This is adapted from New Scientist.
The researchers looked at the tammar wallaby, Macropus eugenii, which is born after 26 days, then takes up residence in its mother's pouch to continue its maturation. When they examine the environment of the pouch, they found a variety of "superbugs" that currently haunt human hospitals
The wallaby genome contains code for "14 cathelicidin peptides, a component of the innate immune system. Lab tests revealed that many of the peptides could kill a range of multidrug-resistant pathogens - without damaging human cells."
Of the 14, researchers identified five of the cathelicidins that were similar enough to likely have evolved from a common ancestor. The thought was that if they could identify the older version that it might have a broader range of action.
Ben Cocks of La Trobe University in Bundoora, Australia, "worked backwards to predict the genetic sequence that codes for the original peptide. His team then used it to produce a synthetic version of the peptide, effectively resurrecting it."

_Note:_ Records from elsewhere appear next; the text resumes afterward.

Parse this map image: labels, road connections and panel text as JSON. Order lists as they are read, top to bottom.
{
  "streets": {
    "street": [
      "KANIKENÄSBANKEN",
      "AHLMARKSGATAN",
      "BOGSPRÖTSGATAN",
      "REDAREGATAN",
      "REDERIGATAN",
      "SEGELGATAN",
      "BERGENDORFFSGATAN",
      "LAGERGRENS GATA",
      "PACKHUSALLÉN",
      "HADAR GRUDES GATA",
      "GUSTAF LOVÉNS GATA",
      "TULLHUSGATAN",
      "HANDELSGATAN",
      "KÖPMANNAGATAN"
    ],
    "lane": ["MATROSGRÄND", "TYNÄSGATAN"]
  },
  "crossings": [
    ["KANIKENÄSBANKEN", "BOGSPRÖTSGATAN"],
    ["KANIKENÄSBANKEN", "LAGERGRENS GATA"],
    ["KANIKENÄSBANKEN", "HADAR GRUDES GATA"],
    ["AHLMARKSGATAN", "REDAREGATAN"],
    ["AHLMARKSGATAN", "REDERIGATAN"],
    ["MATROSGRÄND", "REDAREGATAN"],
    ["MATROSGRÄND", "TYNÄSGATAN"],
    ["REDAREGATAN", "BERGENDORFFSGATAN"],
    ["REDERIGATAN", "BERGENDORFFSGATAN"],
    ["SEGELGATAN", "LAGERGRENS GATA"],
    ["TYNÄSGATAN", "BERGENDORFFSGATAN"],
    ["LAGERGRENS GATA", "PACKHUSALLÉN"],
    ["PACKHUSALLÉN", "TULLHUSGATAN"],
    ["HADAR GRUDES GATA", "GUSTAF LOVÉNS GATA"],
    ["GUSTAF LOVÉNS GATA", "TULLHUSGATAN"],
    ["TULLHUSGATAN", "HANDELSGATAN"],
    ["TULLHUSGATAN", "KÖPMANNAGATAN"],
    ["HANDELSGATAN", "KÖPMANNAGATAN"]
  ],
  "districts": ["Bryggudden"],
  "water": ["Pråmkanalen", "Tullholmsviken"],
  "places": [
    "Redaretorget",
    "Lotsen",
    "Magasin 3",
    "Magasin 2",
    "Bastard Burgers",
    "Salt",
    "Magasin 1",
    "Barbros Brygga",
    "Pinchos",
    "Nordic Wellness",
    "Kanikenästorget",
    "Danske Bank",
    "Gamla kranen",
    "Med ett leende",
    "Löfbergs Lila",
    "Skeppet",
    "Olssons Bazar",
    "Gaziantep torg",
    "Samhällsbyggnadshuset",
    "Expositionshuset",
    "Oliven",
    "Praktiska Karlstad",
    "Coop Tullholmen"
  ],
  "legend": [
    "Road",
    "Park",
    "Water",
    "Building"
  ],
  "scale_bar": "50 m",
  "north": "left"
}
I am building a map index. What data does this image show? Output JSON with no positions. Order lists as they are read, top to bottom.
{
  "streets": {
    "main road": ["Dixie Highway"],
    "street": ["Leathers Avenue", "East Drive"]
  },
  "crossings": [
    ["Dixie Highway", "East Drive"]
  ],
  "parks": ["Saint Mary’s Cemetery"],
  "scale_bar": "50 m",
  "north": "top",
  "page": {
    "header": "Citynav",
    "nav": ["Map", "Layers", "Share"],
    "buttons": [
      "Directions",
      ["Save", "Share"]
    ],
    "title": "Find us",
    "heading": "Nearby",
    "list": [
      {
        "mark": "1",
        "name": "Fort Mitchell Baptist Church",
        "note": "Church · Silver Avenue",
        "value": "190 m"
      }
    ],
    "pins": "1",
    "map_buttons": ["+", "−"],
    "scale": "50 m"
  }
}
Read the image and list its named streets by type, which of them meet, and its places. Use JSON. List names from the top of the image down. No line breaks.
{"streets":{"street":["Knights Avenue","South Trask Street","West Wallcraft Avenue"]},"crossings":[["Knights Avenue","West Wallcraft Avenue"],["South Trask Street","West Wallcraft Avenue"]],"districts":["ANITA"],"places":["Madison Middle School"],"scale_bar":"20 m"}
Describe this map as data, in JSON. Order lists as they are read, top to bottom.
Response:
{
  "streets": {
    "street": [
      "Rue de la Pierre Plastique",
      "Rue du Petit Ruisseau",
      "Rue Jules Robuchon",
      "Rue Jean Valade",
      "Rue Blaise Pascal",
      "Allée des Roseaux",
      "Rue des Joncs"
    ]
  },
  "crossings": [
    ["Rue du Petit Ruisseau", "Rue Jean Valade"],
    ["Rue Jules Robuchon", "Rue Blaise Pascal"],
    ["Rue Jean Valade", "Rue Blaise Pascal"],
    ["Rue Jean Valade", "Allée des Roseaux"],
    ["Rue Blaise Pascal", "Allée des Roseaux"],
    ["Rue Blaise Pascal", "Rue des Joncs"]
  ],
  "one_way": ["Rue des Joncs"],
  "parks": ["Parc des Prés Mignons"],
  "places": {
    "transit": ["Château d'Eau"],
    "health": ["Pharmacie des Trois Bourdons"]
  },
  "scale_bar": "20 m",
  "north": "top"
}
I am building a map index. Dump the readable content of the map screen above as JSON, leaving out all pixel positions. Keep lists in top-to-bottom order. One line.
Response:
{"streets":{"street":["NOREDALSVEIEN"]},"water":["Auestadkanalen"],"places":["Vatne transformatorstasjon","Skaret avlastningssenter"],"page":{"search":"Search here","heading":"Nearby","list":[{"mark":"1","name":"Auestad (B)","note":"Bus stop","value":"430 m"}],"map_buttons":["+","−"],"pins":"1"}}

"The amazing thing was that it worked well against a broad range of pathogens," he says. Lab tests showed it destroyed six of seven multidrug-resistant bacteria, and was 10 to 30 times more potent than modern antibiotics such as tetracycline (PLoS One, DOI: 10.1371/journal.pone.0024030).Here is the full abstract and citation from PLoS ONE:
Ancient Antimicrobial Peptides Kill Antibiotic-Resistant Pathogens: Australian Mammals Provide New Options
Jianghui Wang1, Emily S. W. Wong2,3, Jane C. Whitley1,Jian Li4, Jessica M. Stringer3,5, Kirsty R. Short6, Marilyn B. Renfree3,5, Katherine Belov2,3#*, Benjamin G. Cocks1,7#
To overcome the increasing resistance of pathogens to existing antibiotics the 10×'20 Initiative declared the urgent need for a global commitment to develop 10 new antimicrobial drugs by the year 2020. Naturally occurring animal antibiotics are an obvious place to start. The recently sequenced genomes of mammals that are divergent from human and mouse, including the tammar wallaby and the platypus, provide an opportunity to discover novel antimicrobials. Marsupials and monotremes are ideal potential sources of new antimicrobials because they give birth to underdeveloped immunologically naïve young that develop outside the sterile confines of a uterus in harsh pathogen-laden environments. While their adaptive immune system develops innate immune factors produced either by the mother or by the young must play a key role in protecting the immune-compromised young. In this study we focus on the cathelicidins, a key family of antimicrobial peptide genes.
We identified 14 cathelicidin genes in the tammar wallaby genome and 8 in the platypus genome. The tammar genes were expressed in the mammary gland during early lactation before the adaptive immune system of the young develops, as well as in the skin of the pouch young. Both platypus and tammar peptides were effective in killing a broad range of bacterial pathogens. One potent peptide, expressed in the early stages of tammar lactation, effectively killed multidrug-resistant clinical isolates of Pseudomonas aeruginosa, Klebsiella pneumoniae and Acinetobacter baumannii.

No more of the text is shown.